A few points:
- The Kaiser Family Foundation estimated that when Obamacare launched in 2014, 17.2 million people were eligible for subsidies.
- The only place you can get an Obamacare subsidy is in the state and federal health insurance exchanges.
- The longtime insurance industry underwriting rule is that you need 75% of an eligible group to be confident of a sustainable risk pool––that is enough healthy people paying in to offset the cost of the sick people.
- So far 85% of those who have purchased health insurance in the exchanges are receiving a subsidy.
- The insurance company "3Rs" reinsurance program, that protects the carriers from most Obamacare underwriting losses, expires at the end of 2016.
While many more people will enroll off-exchange, the number of the subsidy eligible population enrolling is an easy number to get and, I will suggest, serves as a pretty good proxy for Obamacare's success.
It's a fairly easy calculation to figure out how many people we need in the Obamacare exchanges to be confident the program will be self-sustaining.
First, we need 75% of those 17.2 million who were subsidy eligible in the first place, or 12.9 million.
Presuming that 85% of those in the exchanges continue to be on subsidy, we would need a total of 15.2 million (12.9 million getting a subsidy and another 2.3 million not on subsidy) in order to reach a sustainable level.
Now, the 75% threshold is a guideline. Maybe the right number the exchanges need to hit is 14 million, or maybe it is 16 million. But this is the ballpark we need to be in.
The Congressional Budget Office (CBO) has estimated that 13 million will buy health insurance in the Obamacare exchanges by the end of 2015. To stay on a sustainable enrollment track, that 13 million estimate makes sense to me––leaving a net gain of only another 2 million in the third and final year of open enrollment.
Today, the administration said that their goal is for 9 million to 9.9 million to be purchasing health insurance on the exchanges by the end of 2015.
Is that a low-ball estimate designed to manage expectations?
Apparently.
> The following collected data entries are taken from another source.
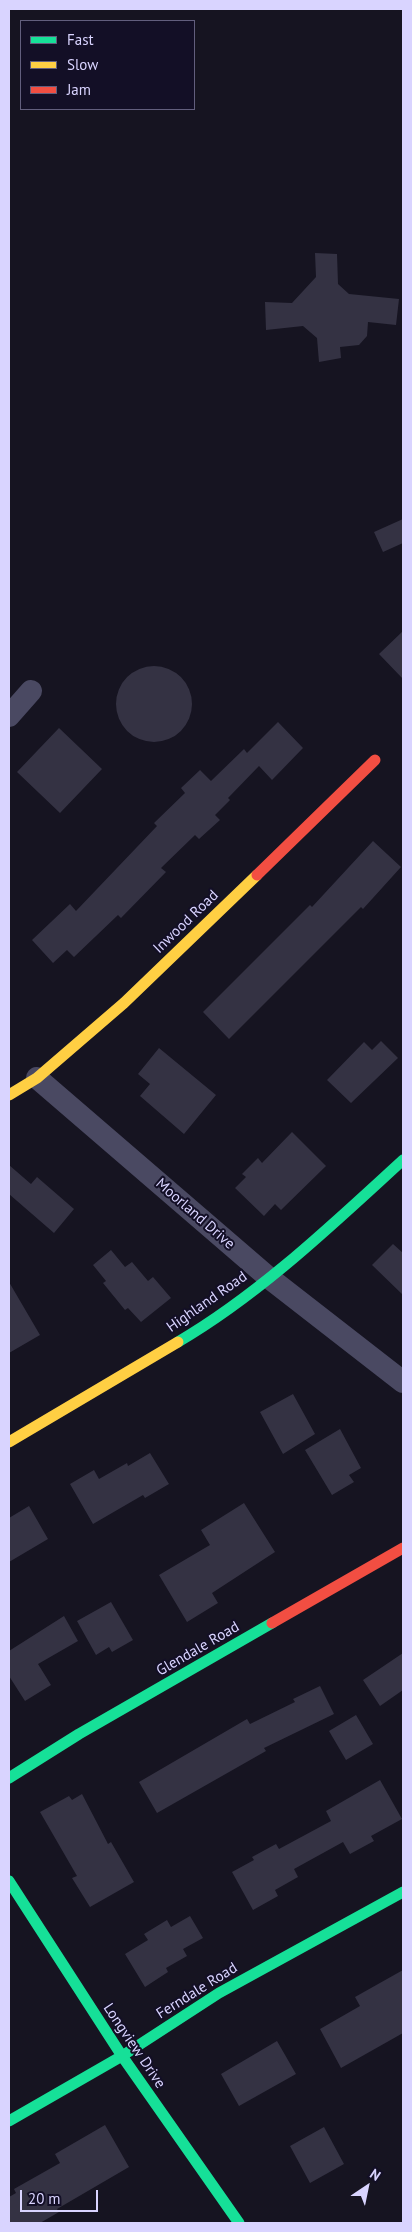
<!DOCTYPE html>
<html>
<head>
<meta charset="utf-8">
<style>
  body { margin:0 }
  #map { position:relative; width:412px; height:2232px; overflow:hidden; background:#161421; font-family:"PT Sans",sans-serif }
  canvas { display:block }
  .frame { position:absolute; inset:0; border:10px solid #d9d4ff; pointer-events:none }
  .legend { position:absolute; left:20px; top:20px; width:175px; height:90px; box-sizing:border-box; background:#130f26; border:1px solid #625e7d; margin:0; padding:6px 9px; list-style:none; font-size:15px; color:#d9d4ff }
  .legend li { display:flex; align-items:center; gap:10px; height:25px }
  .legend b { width:25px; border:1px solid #625e7d }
  .north { position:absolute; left:342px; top:2162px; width:50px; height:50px; -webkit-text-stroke:4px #130f26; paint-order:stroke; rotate:34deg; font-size:14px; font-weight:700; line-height:20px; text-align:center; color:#d9d4ff }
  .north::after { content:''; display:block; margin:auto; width:18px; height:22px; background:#d9d4ff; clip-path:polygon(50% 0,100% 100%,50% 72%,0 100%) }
  .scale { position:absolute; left:20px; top:2190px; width:78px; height:22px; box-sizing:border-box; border:2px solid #d9d4ff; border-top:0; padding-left:6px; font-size:15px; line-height:18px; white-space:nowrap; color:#d9d4ff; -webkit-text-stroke:4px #130f26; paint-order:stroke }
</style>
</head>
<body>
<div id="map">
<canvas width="412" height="2232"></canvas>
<div class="frame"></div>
<ul class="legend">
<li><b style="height:6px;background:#16e098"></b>Fast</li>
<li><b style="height:6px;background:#ffcf43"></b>Slow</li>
<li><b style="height:6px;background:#f24e42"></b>Jam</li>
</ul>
<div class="north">N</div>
<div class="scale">20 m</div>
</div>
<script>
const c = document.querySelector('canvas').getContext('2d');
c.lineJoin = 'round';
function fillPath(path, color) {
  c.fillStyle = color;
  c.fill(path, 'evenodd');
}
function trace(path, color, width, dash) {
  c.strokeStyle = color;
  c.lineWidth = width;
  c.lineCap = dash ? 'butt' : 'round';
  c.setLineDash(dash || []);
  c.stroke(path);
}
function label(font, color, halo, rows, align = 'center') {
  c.font = font + ' "PT Sans",sans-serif';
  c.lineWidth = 4;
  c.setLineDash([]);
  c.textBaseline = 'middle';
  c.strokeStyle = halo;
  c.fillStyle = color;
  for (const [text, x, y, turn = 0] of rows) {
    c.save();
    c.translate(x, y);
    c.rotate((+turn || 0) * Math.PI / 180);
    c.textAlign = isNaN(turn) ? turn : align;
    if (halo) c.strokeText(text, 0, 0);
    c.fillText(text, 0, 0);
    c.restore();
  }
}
fillPath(new Path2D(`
  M315 253 337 254 338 284 349 294 399 299 396 325 368 322 367 336 359 345 340 347 341 358 319 362 317 338 303 326 266 330 265 302 292 303 316 277Z
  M403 519V543L383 552 374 532Z
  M403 631V679L379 654Z
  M116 704a38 38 0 1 1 76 0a38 38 0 1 1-76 0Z
  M278 722 303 748 272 780 259 766 228 798 230 800 215 815 220 820 199 839 195 835 161 868 166 872 121 918 118 915 74 957 67 950 53 963 32 940 70 904 76 911 157 826 154 823 185 793 181 788 200 770 211 781 244 749 247 753Z
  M59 728 102 769 60 813 17 772Z
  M373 841 401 867 363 909 361 907 229 1039 203 1012 310 905 312 907Z
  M381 1041 398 1058 351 1103 327 1080 364 1042 372 1050Z
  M159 1048 216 1095 184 1134 140 1096 150 1084 138 1074Z
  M292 1132 326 1166 281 1210 275 1204 264 1216 235 1188 246 1177 242 1174 258 1158 262 1163Z
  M9 1165 31 1184 37 1177 74 1209 54 1233 9 1194Z
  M393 1244 403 1253V1295L372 1265Z
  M111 1250 125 1267 132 1262 148 1281 153 1277 171 1298 141 1322 128 1308 125 1310 103 1283 106 1281 93 1265Z
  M9 1282 40 1335 9 1353Z
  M293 1394 315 1434 283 1454 260 1412Z
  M340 1429 361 1468 349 1475 354 1482 332 1495 305 1450Z
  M150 1453 169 1484 145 1498 143 1495 93 1524 70 1484 94 1470 99 1479 127 1463 128 1466Z
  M244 1503 275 1552 212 1593 218 1603 187 1622 159 1575 210 1545 201 1530Z
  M29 1506 48 1539 9 1562V1518Z
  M111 1602 133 1640 112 1652 109 1647 96 1655 77 1621Z
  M64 1616 78 1641 38 1664 51 1685 25 1701 9 1676V1651Z
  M403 1653V1690L380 1706 363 1680Z
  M320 1686 334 1714 264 1748 266 1751 157 1813 139 1782 247 1719 250 1724 295 1702 293 1699Z
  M356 1715 373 1744 346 1760 329 1731Z
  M380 1780 402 1819 371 1836 374 1841 350 1854 343 1842 294 1869 298 1877 275 1890 278 1896 253 1910 232 1872 254 1860 252 1857 276 1844 279 1849 331 1821 326 1811Z
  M82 1794 108 1844 111 1842 134 1882 90 1907 72 1878 77 1876 40 1812 69 1796 72 1800Z
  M190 1916 203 1938 183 1949 187 1956 166 1968 168 1972 145 1987 125 1954 148 1940 144 1934 167 1920 171 1927Z
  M403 1970V2033L341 2068 320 2029 360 2006 355 1997Z
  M277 2041 296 2074 239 2106 221 2074Z
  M105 2125 129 2167 57 2209 59 2212 40 2223H9V2197L16 2193 14 2189 60 2163 55 2154Z
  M324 2127 344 2164 310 2183 290 2146Z`), '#343243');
trace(new Path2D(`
  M9 716 31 691
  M37 1078 268 1277 403 1382`), '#4a4962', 22);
trace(new Path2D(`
  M178 1342C260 1294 333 1224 403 1160
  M9 1778 79 1734 272 1623
  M9 1881 122 2056 239 2223
  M9 2121 122 2056 219 1993 403 1892`), '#16e098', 11);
trace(new Path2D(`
  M9 1095 37 1078 124 1003 257 875
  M9 1442 178 1342`), '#ffcf43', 11);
trace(new Path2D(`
  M257 875 375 760
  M272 1623 403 1548`), '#f24e42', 11);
label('15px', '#d9d4ff', '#130f26', [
  ["Inwood Road",186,922,-44],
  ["Moorland Drive",195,1214,41],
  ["Highland Road",207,1302,-35],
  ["Glendale Road",198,1649,-30],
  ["Ferndale Road",197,1991,-32],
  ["Longview Drive",134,2046,56]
]);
</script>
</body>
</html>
But playing expectation games is not what they need to be successful at.
Enrolling enough people for a sustainable insurance pool by the end of 2016 is what they will need.
If Obamacare isn't up to a sustainable enrollment level by the time the health insurance company reinsurance protections expire at the end of 2016, the 2017 rate increases will be huge.
Those 2016 rate increases will be released on about Election Day 2016.
Low-balling expectations might buy you some short-term media puff.
But if they don't get this thing to a sustainable enrollment level by November of 2016 no one will remember their latest PR campaign.